Directions for this task:
How many lines of these records hold the string "stream"? Reply with the number alone.
______
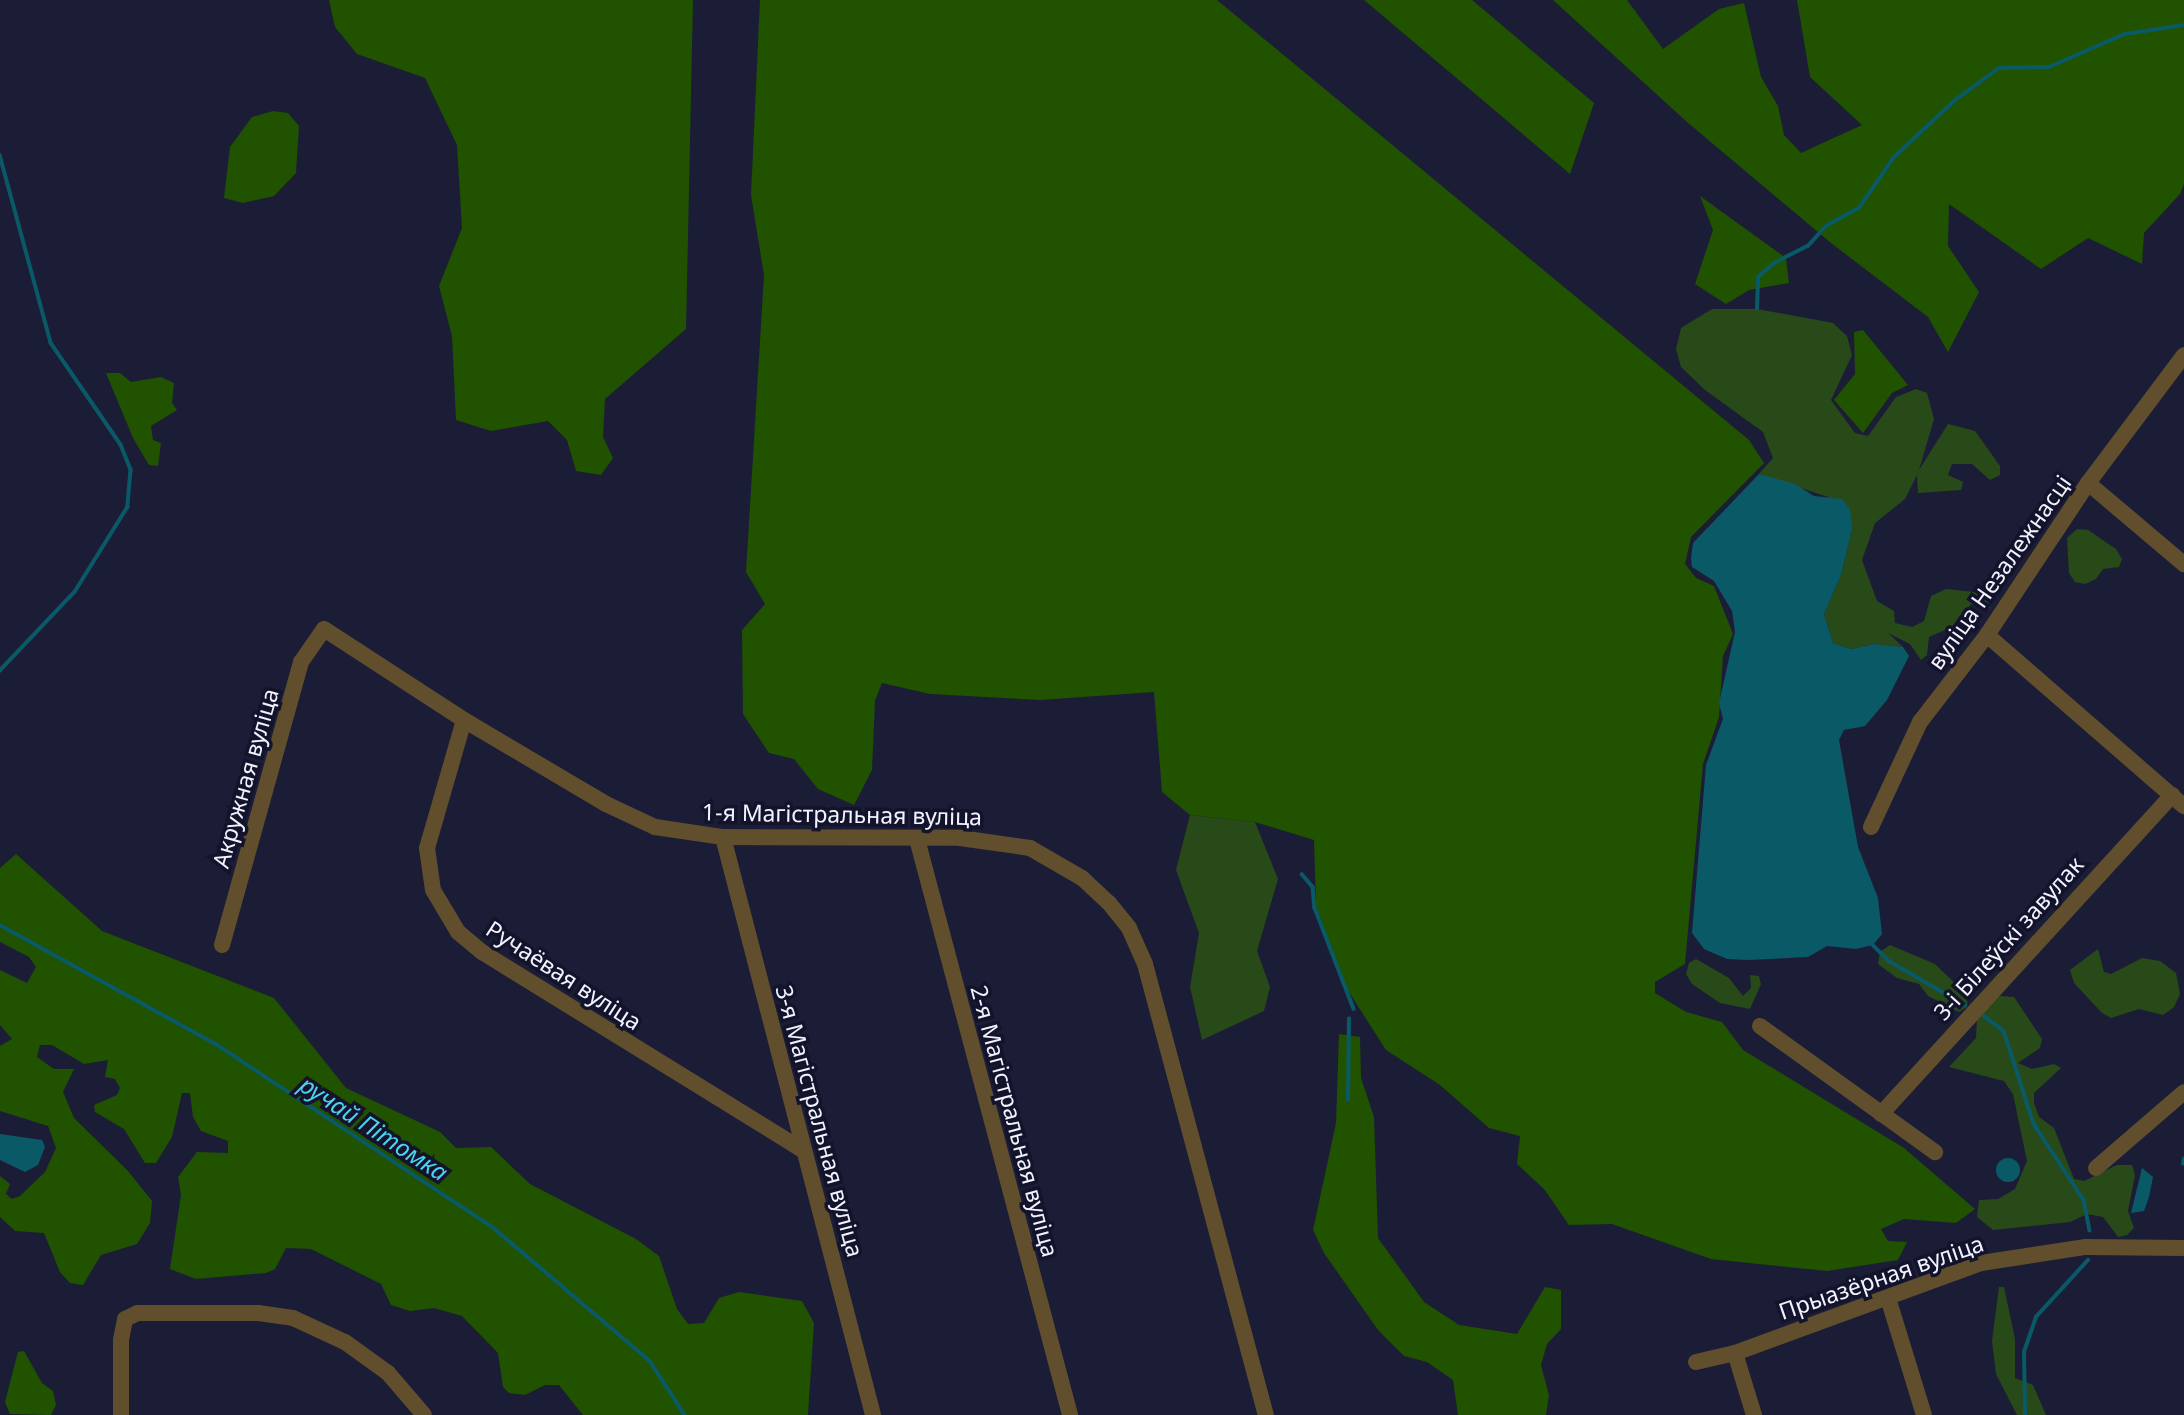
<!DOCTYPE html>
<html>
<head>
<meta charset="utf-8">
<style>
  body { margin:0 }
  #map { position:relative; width:2184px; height:1415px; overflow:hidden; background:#1b1d36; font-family:"Noto Sans",sans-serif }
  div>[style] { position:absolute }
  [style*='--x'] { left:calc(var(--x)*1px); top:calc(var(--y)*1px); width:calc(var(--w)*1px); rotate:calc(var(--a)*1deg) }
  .green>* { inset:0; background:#284a19 }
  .forest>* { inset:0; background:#205200 }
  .water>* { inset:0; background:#0a5967 }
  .round { border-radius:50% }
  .stream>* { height:3.5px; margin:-1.75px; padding:0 1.75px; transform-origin:1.75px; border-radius:1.75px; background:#0a5967 }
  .minor>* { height:16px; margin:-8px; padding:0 8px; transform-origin:8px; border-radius:8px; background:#604e2d }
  span { translate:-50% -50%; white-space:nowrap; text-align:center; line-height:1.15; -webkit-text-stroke:7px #13132c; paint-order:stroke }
  .street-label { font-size:23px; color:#f1f3fe }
  .water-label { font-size:24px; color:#4cd2ee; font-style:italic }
</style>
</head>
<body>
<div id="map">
  <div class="green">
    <div style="clip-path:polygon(1712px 309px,1757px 309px,1833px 323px,1847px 336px,1852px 355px,1831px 400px,1855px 433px,1868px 436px,1896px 397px,1916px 389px,1927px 393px,1934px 419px,1919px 470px,1948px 424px,1975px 431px,2000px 466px,2000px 475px,1990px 480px,1972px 464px,1952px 464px,1948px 475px,1963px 482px,1961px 490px,1918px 493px,1917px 475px,1905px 499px,1875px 523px,1862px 560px,1877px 601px,1894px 611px,1895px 623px,1912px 627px,1924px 621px,1931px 596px,1946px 589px,1983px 593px,1991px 608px,1971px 604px,1956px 625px,1929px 637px,1927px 655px,1921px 660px,1910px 644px,1888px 633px,1903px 647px,1874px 644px,1851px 649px,1833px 643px,1824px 614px,1841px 575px,1852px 529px,1828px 497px,1759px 474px,1773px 458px,1763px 432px,1705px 390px,1681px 367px,1676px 349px,1681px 328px)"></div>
    <div style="clip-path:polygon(2077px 529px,2088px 530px,2116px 549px,2122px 559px,2119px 567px,2103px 569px,2096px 579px,2085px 584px,2075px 582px,2069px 573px,2067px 538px)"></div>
    <div style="clip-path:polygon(1190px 815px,1255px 822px,1278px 879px,1257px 951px,1270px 987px,1264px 1011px,1202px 1040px,1190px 987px,1199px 933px,1176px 870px)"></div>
    <div style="clip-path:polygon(1890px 945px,1935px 964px,1968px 996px,1967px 1007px,1959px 1012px,1928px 996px,1919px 984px,1897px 978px,1878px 964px,1880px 952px)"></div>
    <div style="clip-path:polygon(2098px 949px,2104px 972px,2111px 974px,2142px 958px,2160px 961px,2176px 973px,2180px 994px,2174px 1007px,2163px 1015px,2139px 1009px,2111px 1018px,2102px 1013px,2074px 983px,2070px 970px)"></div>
    <div style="clip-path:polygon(1696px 959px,1729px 978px,1743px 996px,1751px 988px,1750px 975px,1759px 976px,1761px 984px,1750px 1009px,1720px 1003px,1692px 984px,1686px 974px,1689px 963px)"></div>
    <div style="clip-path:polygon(2000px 996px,2014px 997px,2042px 1039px,2040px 1048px,2018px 1063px,2032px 1069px,2054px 1064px,2061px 1068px,2034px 1093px,2034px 1103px,2039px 1117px,2054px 1128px,2074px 1179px,2084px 1181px,2117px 1165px,2132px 1165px,2135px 1175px,2128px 1211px,2134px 1228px,2127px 1235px,2118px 1237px,2103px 1217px,2087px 1214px,2070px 1222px,1993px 1230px,1977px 1217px,1979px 1200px,1998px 1199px,2015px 1189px,2027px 1161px,2013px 1094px,2004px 1081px,1949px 1067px,1976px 1038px,1977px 1019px,1990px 1001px)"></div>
    <div style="clip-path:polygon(1999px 1287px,2004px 1287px,2015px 1339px,2015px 1378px,2033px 1385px,2046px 1415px,2017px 1415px,1996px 1374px,1992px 1341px)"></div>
  </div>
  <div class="forest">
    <div style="clip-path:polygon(329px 0,693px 0,686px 329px,605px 399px,603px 437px,613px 458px,601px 475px,576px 471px,567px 440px,548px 421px,491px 431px,456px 420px,452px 336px,439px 286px,462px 228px,457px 145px,425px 78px,357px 54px,335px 27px)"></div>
    <div style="clip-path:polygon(760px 0,1217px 0,1749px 440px,1764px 463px,1691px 537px,1685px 564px,1696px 578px,1714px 586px,1733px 634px,1723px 656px,1719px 717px,1703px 764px,1685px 964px,1655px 982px,1655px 993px,1686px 1012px,1722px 1022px,1743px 1050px,1904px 1148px,1975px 1209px,1956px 1223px,1904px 1219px,1881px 1229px,1888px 1241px,1907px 1242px,1898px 1260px,1827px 1271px,1711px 1259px,1612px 1224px,1569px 1225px,1544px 1189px,1517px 1164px,1520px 1136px,1489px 1128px,1440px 1085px,1386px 1050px,1347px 989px,1316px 906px,1314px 840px,1255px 822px,1190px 815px,1162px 792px,1154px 692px,1040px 700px,930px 694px,882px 683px,875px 701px,872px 770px,854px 805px,818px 789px,794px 759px,769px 753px,743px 714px,742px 630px,765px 604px,746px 572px,764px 275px,751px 195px)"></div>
    <div style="clip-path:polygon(1364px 0,1472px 0,1594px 103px,1570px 174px)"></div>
    <div style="clip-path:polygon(1553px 0,1627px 0,1663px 49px,1719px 9px,1744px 3px,1761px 77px,1778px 106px,1784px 135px,1801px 153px,1862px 125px,1810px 77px,1797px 0,2184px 0,2184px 184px,2180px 194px,2144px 233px,2142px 264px,2088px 238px,2041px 269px,1949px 204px,1948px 246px,1979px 292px,1948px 352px,1928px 317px,1831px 243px,1687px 122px)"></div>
    <div style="clip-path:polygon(273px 111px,288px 113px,299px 126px,296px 173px,274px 196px,243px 203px,224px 198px,230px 147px,252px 117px)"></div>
    <div style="clip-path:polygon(1700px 196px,1786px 258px,1789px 283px,1749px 290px,1726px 304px,1695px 284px,1713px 230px)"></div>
    <div style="clip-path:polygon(1863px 330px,1908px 385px,1892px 393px,1863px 433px,1834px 400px,1855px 374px,1854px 332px)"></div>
    <div style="clip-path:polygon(106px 373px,120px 373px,131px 382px,161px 377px,174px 383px,172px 403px,177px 410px,151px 426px,153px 440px,161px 443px,158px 466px,149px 465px,133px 438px)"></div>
    <div style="clip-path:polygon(16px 854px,102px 931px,274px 998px,346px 1088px,440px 1132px,456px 1148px,491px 1147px,530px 1184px,636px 1239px,659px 1256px,677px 1309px,688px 1324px,704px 1323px,719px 1298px,739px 1292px,802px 1301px,814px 1323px,808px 1415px,583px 1415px,559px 1385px,545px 1385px,525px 1395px,509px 1393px,503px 1387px,498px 1353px,462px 1316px,434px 1308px,410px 1311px,391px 1305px,381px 1284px,311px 1249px,286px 1248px,275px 1269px,266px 1273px,196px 1279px,170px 1269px,181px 1195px,178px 1177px,197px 1152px,228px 1153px,228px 1141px,201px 1131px,193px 1117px,190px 1093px,182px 1093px,172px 1137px,156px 1163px,145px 1163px,124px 1129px,95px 1112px,94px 1105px,117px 1095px,120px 1088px,115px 1079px,105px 1077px,108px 1060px,84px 1064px,52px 1045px,40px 1045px,37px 1057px,54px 1069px,74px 1069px,63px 1092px,74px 1118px,128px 1171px,152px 1201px,150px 1223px,137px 1244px,101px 1255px,83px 1285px,70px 1283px,60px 1272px,44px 1233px,15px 1231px,0 1217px,0 1176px,10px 1184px,6px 1194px,12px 1199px,20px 1196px,45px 1172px,56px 1148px,48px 1126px,0 1111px,0 1046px,12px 1039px,0 1025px,0 970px,27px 983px,36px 967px,29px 957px,0 942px,0 868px)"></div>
    <div style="clip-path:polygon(1339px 1034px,1360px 1037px,1361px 1078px,1374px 1117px,1378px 1238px,1424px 1302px,1459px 1325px,1517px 1334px,1545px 1287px,1561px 1290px,1561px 1329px,1547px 1344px,1541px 1365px,1549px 1395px,1546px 1415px,1458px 1415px,1453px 1380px,1427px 1362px,1404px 1356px,1378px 1330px,1324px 1253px,1313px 1230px,1336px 1123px)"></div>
    <div style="clip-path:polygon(24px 1351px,42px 1383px,53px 1391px,56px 1405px,51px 1415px,10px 1414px,5px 1402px,18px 1352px)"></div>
  </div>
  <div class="water">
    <div style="clip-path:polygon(1759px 474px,1795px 484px,1814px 496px,1842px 499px,1850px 509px,1852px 529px,1841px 575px,1824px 614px,1833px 643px,1851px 649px,1874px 644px,1903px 647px,1909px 656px,1887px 700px,1865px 726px,1844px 730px,1839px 740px,1858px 847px,1878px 898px,1882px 934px,1873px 945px,1856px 949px,1827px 946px,1808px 957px,1748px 960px,1727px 959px,1704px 949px,1692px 933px,1706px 765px,1723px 719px,1719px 703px,1735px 632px,1732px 611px,1714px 581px,1692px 567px,1691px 558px,1693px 543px)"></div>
    <div style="clip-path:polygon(0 1134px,42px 1140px,45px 1147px,38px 1165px,25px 1172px,0 1160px)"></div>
    <div class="round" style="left:1996px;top:1158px;width:24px;height:24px"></div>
    <div style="clip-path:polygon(2142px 1168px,2153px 1177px,2149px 1197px,2144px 1211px,2131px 1213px)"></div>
  </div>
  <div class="stream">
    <div style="--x:0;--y:155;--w:195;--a:74.8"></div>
    <div style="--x:51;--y:343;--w:124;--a:55.5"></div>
    <div style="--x:121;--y:445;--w:27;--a:68"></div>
    <div style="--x:131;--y:470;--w:37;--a:95"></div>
    <div style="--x:128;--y:507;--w:100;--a:121.9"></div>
    <div style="--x:75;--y:592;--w:109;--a:133.5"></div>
    <div style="--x:1757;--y:309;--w:32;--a:-88"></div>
    <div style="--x:1758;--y:277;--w:21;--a:-41"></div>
    <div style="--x:1774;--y:263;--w:38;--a:-27"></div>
    <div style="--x:1808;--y:246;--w:27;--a:-48"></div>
    <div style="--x:1826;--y:226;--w:38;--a:-29"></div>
    <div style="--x:1859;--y:208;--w:62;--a:-55.5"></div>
    <div style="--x:1894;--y:157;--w:82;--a:-43"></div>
    <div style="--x:1954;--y:101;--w:56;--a:-36.3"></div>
    <div style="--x:1999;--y:68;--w:50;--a:-1.1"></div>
    <div style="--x:2049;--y:67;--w:83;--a:-23.5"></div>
    <div style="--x:2125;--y:34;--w:60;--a:-8.7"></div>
    <div style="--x:1302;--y:874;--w:17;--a:50"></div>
    <div style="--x:1313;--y:887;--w:21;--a:85"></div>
    <div style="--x:1315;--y:908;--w:108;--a:68.9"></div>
    <div style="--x:0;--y:925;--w:247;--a:28.9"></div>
    <div style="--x:216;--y:1044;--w:335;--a:33.5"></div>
    <div style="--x:495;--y:1229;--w:204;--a:40.4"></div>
    <div style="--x:650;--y:1361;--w:64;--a:57.1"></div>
    <div style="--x:1873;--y:945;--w:23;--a:45"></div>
    <div style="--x:1889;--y:961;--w:88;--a:30.1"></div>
    <div style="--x:1984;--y:1016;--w:25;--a:37"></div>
    <div style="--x:2004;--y:1031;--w:98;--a:72.1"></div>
    <div style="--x:2034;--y:1124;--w:91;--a:56.7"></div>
    <div style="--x:2084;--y:1200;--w:31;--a:79"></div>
    <div style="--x:1348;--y:1100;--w:81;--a:-89.3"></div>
    <div style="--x:2183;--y:1164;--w:5;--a:-79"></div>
    <div style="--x:2025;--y:1415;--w:63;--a:-90.9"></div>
    <div style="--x:2024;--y:1352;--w:37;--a:-71"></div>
    <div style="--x:2036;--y:1317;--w:77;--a:-47.6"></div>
  </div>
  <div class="minor">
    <div style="--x:2088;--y:483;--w:126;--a:40.2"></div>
    <div style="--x:1987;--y:635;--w:261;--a:41"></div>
    <div style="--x:464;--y:720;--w:133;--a:106.1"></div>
    <div style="--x:427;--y:848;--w:42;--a:81.9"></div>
    <div style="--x:433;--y:890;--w:49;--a:59.2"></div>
    <div style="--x:458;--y:932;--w:31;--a:40"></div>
    <div style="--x:482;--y:952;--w:377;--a:31.7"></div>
    <div style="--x:1871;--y:827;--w:116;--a:-65"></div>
    <div style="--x:1920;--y:722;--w:110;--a:-52.4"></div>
    <div style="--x:1987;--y:635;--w:182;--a:-56.4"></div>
    <div style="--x:2088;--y:483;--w:160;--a:-53.1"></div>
    <div style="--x:723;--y:837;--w:597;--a:75.45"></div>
    <div style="--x:917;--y:839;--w:596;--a:75.12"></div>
    <div style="--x:222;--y:945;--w:294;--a:-74.4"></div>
    <div style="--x:301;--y:662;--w:40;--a:-55.1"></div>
    <div style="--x:324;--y:629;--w:167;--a:33"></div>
    <div style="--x:464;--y:720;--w:165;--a:30.6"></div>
    <div style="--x:606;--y:804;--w:54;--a:25.1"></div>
    <div style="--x:655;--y:827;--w:69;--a:8.4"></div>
    <div style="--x:723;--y:837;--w:237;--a:0.2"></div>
    <div style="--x:960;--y:838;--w:71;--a:8.1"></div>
    <div style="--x:1030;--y:848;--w:60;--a:30"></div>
    <div style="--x:1082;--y:878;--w:37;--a:43"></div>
    <div style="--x:1109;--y:903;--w:32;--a:51"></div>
    <div style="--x:1129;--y:928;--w:39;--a:66"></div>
    <div style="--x:1145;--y:964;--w:467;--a:75"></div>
    <div style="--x:1760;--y:1026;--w:216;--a:35.8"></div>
    <div style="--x:1881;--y:1114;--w:432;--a:-47.6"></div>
    <div style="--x:2096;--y:1168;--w:116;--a:-40.8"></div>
    <div style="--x:1888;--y:1298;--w:122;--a:72.9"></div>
    <div style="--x:1735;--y:1353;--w:65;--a:73"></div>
    <div style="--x:1696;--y:1362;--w:40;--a:-13"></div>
    <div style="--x:1735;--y:1353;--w:262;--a:-20.1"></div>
    <div style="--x:1981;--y:1263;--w:106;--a:-8.7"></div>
    <div style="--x:2086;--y:1247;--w:98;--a:0.6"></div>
    <div style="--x:121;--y:1415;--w:75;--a:-90"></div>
    <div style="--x:121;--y:1340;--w:21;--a:-79"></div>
    <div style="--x:125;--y:1319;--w:14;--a:-25"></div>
    <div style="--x:138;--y:1313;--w:120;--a:0"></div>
    <div style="--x:258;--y:1313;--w:35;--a:8"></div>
    <div style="--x:293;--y:1318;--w:57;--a:24.8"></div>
    <div style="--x:345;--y:1342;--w:53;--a:35.8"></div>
    <div style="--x:388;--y:1373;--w:55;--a:49.4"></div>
  </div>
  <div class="street-label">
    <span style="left:1999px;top:572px;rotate:-55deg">вуліца Незалежнасці</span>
    <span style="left:245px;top:778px;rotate:-74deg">Акружная вуліца</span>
    <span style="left:842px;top:814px;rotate:1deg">1-я Магістральная вуліца</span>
    <span style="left:2008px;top:938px;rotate:-48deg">3-і Білеўскі завулак</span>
    <span style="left:564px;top:975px;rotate:33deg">Ручаёвая вуліца</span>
    <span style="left:820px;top:1121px;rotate:75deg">3-я Магістральная вуліца</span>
    <span style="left:1015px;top:1121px;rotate:75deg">2-я Магістральная вуліца</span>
    <span style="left:1881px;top:1277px;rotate:-19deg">Прыазёрная вуліца</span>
  </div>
  <div class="water-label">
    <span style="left:374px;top:1128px;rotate:33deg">ручай Пітомка</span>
  </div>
</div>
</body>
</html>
______
Answer space:
2